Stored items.
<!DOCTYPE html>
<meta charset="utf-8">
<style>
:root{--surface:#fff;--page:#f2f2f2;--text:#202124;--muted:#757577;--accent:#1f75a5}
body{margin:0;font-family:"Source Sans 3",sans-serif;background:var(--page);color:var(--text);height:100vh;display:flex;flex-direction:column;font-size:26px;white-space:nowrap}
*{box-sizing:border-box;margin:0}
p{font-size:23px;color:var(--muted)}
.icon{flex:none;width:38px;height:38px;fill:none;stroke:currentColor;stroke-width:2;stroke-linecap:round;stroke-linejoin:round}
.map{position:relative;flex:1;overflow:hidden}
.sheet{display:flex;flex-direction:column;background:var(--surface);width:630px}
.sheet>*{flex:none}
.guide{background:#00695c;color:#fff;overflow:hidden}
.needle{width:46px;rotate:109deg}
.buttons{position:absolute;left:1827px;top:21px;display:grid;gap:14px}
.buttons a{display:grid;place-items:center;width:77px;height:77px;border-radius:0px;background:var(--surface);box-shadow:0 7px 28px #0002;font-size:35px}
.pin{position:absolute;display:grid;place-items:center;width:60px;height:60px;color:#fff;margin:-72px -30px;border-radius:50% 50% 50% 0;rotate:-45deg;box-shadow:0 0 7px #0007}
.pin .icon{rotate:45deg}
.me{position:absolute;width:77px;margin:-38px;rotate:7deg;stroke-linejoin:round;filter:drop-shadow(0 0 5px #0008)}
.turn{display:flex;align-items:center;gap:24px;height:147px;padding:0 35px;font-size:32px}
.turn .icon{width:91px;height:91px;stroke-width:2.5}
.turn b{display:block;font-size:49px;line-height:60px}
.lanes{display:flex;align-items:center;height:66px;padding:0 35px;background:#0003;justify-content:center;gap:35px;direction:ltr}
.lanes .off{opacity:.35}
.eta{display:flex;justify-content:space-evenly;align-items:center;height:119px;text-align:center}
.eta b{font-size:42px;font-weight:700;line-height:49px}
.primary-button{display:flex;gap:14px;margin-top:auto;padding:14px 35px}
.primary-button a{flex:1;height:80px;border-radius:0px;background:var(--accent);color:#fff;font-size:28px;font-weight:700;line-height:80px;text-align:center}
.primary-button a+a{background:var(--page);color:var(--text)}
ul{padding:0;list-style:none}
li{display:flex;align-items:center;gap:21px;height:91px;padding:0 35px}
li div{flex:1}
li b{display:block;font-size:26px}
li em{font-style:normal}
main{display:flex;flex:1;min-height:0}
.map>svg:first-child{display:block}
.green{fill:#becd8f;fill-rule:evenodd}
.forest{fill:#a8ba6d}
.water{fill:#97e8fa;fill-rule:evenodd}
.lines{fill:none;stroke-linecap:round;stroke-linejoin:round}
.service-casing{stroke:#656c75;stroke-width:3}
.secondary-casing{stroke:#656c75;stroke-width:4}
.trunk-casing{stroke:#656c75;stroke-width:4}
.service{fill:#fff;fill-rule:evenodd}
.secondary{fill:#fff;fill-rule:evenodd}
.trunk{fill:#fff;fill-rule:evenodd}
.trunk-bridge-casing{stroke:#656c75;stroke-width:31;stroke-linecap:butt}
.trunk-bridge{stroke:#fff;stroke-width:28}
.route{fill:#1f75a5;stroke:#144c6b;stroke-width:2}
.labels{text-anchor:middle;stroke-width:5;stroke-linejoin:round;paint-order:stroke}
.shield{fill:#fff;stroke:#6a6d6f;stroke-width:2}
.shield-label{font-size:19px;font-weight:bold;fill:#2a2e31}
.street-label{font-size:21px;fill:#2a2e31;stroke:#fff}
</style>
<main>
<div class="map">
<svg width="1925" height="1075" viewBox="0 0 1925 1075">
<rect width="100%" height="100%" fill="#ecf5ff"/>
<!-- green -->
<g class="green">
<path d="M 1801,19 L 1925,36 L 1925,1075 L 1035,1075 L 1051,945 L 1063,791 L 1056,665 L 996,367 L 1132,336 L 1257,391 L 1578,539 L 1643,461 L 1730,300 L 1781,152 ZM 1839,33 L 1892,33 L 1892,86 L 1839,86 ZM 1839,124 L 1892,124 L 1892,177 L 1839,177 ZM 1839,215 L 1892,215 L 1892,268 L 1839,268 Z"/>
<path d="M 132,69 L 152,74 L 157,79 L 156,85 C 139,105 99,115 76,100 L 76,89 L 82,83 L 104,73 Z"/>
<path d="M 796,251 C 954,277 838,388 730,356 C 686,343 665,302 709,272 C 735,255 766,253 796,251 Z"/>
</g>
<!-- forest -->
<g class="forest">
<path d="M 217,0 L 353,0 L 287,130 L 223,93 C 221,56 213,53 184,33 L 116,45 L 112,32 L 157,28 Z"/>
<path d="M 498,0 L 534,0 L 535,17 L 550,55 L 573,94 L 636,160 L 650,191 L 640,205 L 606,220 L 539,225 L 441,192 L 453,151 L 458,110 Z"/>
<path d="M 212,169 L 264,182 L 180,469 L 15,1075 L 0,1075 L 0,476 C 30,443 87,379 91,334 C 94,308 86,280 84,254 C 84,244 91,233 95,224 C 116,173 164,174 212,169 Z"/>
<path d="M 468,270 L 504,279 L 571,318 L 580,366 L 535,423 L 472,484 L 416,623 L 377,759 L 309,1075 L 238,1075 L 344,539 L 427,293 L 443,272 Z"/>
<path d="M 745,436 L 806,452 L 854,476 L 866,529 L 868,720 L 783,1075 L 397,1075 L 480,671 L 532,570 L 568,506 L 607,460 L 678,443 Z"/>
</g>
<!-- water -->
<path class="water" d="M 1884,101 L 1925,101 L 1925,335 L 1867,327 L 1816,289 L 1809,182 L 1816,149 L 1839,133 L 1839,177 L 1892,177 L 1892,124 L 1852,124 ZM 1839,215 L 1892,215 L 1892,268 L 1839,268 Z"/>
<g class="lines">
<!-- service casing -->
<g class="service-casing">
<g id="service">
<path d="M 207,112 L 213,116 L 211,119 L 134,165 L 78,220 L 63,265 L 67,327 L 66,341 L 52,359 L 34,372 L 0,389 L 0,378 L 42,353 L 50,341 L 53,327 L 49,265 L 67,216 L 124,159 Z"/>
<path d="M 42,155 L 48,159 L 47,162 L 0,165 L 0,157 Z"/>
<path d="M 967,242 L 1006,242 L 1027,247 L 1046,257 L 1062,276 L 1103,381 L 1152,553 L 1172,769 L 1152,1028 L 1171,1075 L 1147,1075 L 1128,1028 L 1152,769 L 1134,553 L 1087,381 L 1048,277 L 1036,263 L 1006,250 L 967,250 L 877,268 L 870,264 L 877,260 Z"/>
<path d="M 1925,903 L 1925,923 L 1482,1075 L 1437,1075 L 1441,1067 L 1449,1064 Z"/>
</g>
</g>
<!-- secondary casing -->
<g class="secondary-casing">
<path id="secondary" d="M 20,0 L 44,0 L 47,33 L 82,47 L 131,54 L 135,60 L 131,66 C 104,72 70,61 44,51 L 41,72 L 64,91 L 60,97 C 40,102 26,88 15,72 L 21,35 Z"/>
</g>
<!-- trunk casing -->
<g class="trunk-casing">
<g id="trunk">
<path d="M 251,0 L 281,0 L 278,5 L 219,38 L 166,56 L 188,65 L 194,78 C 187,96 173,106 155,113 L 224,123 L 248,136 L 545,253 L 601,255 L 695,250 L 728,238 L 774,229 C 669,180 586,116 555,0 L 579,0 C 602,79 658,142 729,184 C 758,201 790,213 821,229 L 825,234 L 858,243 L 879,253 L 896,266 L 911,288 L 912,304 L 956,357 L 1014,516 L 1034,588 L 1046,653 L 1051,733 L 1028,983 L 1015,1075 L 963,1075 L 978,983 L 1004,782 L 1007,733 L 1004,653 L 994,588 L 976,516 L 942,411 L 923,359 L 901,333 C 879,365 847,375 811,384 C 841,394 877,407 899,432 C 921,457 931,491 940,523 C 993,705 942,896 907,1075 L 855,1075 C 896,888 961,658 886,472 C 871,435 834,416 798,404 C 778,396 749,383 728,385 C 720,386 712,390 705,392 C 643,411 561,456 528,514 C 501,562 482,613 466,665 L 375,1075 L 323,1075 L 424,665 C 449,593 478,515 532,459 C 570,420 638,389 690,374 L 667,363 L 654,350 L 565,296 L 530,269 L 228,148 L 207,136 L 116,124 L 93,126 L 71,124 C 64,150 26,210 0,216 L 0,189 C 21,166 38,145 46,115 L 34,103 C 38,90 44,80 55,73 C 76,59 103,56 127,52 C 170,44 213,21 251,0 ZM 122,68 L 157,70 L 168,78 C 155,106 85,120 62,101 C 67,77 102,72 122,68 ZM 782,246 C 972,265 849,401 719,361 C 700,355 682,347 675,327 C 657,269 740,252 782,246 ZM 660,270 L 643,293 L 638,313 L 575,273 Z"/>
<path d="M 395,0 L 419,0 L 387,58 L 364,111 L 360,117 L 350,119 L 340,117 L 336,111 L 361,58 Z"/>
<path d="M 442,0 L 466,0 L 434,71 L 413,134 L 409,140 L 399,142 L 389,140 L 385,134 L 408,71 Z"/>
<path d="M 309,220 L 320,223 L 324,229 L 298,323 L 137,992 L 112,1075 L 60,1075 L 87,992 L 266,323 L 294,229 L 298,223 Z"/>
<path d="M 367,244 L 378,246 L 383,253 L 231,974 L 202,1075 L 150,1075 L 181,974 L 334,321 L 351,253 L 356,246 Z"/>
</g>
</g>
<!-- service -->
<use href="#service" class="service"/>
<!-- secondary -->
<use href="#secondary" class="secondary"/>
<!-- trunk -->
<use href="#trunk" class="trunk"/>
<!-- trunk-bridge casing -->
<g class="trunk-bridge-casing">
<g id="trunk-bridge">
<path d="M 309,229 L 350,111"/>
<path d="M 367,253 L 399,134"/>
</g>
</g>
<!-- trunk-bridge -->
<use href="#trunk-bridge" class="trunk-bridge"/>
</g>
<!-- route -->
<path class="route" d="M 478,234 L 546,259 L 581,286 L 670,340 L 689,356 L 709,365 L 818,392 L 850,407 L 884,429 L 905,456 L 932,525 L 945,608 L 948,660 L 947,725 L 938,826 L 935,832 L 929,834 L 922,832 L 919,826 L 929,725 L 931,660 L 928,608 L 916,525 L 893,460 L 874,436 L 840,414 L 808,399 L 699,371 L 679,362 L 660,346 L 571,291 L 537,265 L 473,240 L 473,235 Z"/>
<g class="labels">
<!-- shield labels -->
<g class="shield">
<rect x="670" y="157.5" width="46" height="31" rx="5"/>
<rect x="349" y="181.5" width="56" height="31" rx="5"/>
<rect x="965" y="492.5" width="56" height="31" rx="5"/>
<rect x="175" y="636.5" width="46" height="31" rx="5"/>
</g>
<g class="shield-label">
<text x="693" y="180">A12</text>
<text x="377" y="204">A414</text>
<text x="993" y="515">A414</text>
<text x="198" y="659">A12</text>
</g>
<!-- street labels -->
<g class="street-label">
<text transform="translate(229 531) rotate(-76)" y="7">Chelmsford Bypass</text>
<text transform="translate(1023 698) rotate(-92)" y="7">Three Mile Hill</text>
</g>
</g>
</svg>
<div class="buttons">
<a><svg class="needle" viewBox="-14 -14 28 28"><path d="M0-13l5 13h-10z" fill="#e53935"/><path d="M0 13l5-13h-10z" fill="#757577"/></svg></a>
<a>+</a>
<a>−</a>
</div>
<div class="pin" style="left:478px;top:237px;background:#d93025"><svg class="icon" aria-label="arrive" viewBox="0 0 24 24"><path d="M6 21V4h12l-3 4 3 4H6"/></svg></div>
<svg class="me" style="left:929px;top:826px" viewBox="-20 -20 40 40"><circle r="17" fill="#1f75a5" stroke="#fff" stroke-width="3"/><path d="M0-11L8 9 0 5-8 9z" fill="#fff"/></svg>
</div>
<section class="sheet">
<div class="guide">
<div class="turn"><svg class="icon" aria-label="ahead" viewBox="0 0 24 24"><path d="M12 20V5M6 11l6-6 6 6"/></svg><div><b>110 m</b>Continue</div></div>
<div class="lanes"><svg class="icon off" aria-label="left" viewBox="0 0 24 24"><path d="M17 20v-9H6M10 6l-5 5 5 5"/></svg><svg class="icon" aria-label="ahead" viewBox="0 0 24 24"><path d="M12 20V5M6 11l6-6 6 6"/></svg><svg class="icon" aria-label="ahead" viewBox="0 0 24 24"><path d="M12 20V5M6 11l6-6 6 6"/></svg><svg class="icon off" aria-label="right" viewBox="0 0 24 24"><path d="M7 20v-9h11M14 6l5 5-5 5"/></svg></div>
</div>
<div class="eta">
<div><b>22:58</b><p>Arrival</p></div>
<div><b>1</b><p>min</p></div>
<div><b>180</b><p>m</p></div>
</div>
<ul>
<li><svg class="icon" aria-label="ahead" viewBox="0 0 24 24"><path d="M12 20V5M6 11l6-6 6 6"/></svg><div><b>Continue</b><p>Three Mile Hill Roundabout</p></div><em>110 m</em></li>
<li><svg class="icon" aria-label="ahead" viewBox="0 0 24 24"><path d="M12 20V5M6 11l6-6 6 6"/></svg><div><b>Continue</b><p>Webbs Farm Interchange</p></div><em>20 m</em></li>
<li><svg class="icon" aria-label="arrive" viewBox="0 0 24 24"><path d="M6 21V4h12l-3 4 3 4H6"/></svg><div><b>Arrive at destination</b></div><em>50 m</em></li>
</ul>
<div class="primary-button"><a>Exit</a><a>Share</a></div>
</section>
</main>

Problem requirements. Give only how many lines above hold "hidden".

Result of this task. 2